I first saw it long ago in the strangely maligned Mirfield Mission Hymn Book, and dreamt of singing it as a procession wound round some beautiful church on Lady Day.


Hood and sonnet

IT WAS thoughtful of the General Synod's Business Committee, planning next month's meeting, with its potential for tensions over the revision of the draft women-bishops legislation, to lay on a little light entertainment in the shape of a motion to revise the canon on ministerial vesture during the time of Divine Service.

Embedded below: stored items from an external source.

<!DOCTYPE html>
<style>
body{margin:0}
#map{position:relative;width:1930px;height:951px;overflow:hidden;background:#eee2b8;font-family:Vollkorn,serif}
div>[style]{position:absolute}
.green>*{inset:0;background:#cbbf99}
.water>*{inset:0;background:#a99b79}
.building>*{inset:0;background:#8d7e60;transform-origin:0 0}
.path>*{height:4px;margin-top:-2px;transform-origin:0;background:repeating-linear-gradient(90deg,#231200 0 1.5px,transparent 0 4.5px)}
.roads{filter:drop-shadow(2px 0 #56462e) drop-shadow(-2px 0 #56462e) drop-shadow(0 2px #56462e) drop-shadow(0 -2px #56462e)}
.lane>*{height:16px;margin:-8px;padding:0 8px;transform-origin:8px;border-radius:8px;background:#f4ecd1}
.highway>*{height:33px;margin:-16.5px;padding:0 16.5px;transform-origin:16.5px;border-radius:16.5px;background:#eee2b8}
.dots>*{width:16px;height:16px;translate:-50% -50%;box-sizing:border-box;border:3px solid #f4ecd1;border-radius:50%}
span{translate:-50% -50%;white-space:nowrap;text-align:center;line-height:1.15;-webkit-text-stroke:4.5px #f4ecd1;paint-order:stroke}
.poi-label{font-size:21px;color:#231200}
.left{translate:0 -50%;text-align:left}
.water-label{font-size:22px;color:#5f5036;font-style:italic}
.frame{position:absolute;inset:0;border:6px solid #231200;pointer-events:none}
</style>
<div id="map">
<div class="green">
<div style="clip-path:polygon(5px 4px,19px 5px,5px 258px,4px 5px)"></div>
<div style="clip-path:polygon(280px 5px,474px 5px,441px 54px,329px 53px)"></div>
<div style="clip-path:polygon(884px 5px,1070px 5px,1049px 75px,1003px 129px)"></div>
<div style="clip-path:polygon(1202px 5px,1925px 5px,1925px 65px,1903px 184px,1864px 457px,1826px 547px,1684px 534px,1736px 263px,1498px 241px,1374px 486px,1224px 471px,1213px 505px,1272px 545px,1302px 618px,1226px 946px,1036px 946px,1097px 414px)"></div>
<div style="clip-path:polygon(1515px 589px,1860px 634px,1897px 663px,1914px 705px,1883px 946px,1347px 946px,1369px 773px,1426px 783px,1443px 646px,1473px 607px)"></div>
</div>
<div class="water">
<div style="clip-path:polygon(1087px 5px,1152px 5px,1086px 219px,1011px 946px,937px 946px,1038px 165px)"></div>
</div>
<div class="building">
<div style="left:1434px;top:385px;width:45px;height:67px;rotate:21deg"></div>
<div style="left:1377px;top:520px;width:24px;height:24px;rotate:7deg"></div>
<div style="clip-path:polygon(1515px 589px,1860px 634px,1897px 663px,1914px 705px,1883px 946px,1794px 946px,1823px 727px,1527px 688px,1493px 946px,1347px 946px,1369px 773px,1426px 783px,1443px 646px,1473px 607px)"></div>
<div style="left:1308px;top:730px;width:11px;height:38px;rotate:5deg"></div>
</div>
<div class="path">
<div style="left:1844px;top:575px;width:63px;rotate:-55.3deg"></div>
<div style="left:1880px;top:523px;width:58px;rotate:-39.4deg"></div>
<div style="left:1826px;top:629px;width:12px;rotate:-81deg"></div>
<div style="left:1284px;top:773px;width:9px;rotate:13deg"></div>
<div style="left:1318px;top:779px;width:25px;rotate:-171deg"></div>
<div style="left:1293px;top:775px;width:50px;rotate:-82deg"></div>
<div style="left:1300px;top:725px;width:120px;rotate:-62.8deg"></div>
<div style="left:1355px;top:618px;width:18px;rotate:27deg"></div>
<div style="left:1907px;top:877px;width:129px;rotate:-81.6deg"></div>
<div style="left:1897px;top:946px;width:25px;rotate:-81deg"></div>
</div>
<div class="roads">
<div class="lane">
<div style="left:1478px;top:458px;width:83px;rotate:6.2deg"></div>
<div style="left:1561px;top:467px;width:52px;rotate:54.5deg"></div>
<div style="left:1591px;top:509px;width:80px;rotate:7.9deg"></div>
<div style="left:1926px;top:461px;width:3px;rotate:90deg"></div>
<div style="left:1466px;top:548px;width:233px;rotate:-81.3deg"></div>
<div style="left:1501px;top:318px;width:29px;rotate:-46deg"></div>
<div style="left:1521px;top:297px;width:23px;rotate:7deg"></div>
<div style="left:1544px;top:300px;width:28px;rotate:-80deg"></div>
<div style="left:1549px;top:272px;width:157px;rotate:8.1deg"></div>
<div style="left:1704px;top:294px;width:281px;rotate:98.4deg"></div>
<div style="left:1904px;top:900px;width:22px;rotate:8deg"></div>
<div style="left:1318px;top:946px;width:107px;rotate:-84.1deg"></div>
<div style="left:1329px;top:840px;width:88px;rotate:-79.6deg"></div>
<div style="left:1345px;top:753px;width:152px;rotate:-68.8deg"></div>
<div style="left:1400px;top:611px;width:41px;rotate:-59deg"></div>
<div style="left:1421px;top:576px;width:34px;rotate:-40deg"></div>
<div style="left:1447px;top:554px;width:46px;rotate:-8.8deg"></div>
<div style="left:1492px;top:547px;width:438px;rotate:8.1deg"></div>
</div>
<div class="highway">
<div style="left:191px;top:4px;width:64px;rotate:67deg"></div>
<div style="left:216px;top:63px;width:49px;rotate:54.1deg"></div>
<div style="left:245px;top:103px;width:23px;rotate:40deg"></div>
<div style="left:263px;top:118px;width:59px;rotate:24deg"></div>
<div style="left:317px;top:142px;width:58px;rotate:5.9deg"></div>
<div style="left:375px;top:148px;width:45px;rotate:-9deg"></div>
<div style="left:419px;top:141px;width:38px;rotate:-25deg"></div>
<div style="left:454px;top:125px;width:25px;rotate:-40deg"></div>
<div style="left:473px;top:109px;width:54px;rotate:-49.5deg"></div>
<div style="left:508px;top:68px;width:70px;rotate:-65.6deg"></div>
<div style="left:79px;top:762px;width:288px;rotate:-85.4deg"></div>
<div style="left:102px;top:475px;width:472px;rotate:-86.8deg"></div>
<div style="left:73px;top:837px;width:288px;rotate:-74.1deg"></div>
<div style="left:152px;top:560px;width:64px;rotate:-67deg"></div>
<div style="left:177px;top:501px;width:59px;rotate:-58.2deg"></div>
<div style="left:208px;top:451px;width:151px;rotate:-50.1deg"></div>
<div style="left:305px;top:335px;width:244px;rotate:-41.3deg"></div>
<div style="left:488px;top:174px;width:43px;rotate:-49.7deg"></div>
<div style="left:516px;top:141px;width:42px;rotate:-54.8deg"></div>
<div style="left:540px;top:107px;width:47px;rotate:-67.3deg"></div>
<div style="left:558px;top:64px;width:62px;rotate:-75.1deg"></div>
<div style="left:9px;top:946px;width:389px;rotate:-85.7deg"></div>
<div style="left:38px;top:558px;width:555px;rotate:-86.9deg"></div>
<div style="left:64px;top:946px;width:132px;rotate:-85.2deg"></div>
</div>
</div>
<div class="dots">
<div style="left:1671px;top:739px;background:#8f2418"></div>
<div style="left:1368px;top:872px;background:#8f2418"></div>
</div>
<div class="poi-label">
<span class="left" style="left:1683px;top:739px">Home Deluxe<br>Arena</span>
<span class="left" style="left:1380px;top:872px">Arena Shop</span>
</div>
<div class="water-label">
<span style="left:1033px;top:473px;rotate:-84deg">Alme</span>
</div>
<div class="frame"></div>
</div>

Entering into the spirit of this lark, the Revd S. C. Hemming-Clark, describing himself as a "Puzzled Octogenarian Priest", sent us a sonnet on the proposed change, which I cannot print in full, but which expresses his puzzlement that a matter should be resuscitated that was dealt with at some length in the Convocations during his youth.

At that time, he recalls, Evangelicals were all out for cassock, surplice, scarf, and hood. Then, as his sonnet puts it, "The Canon was passed and things seemed okay."

His sestet does merit a small prize (not quite the full maniple, though) for the ingenuity of his rhyming scheme:

Sixty years later, and now I am old:
Evangelicals - in Suits now kitted
Or T-shirts and Jeans (for so I am told) -
Want a Canon to show they're permitted.
For a Puzzled Priest will some expert state
What these changes mean (see Canon B8)?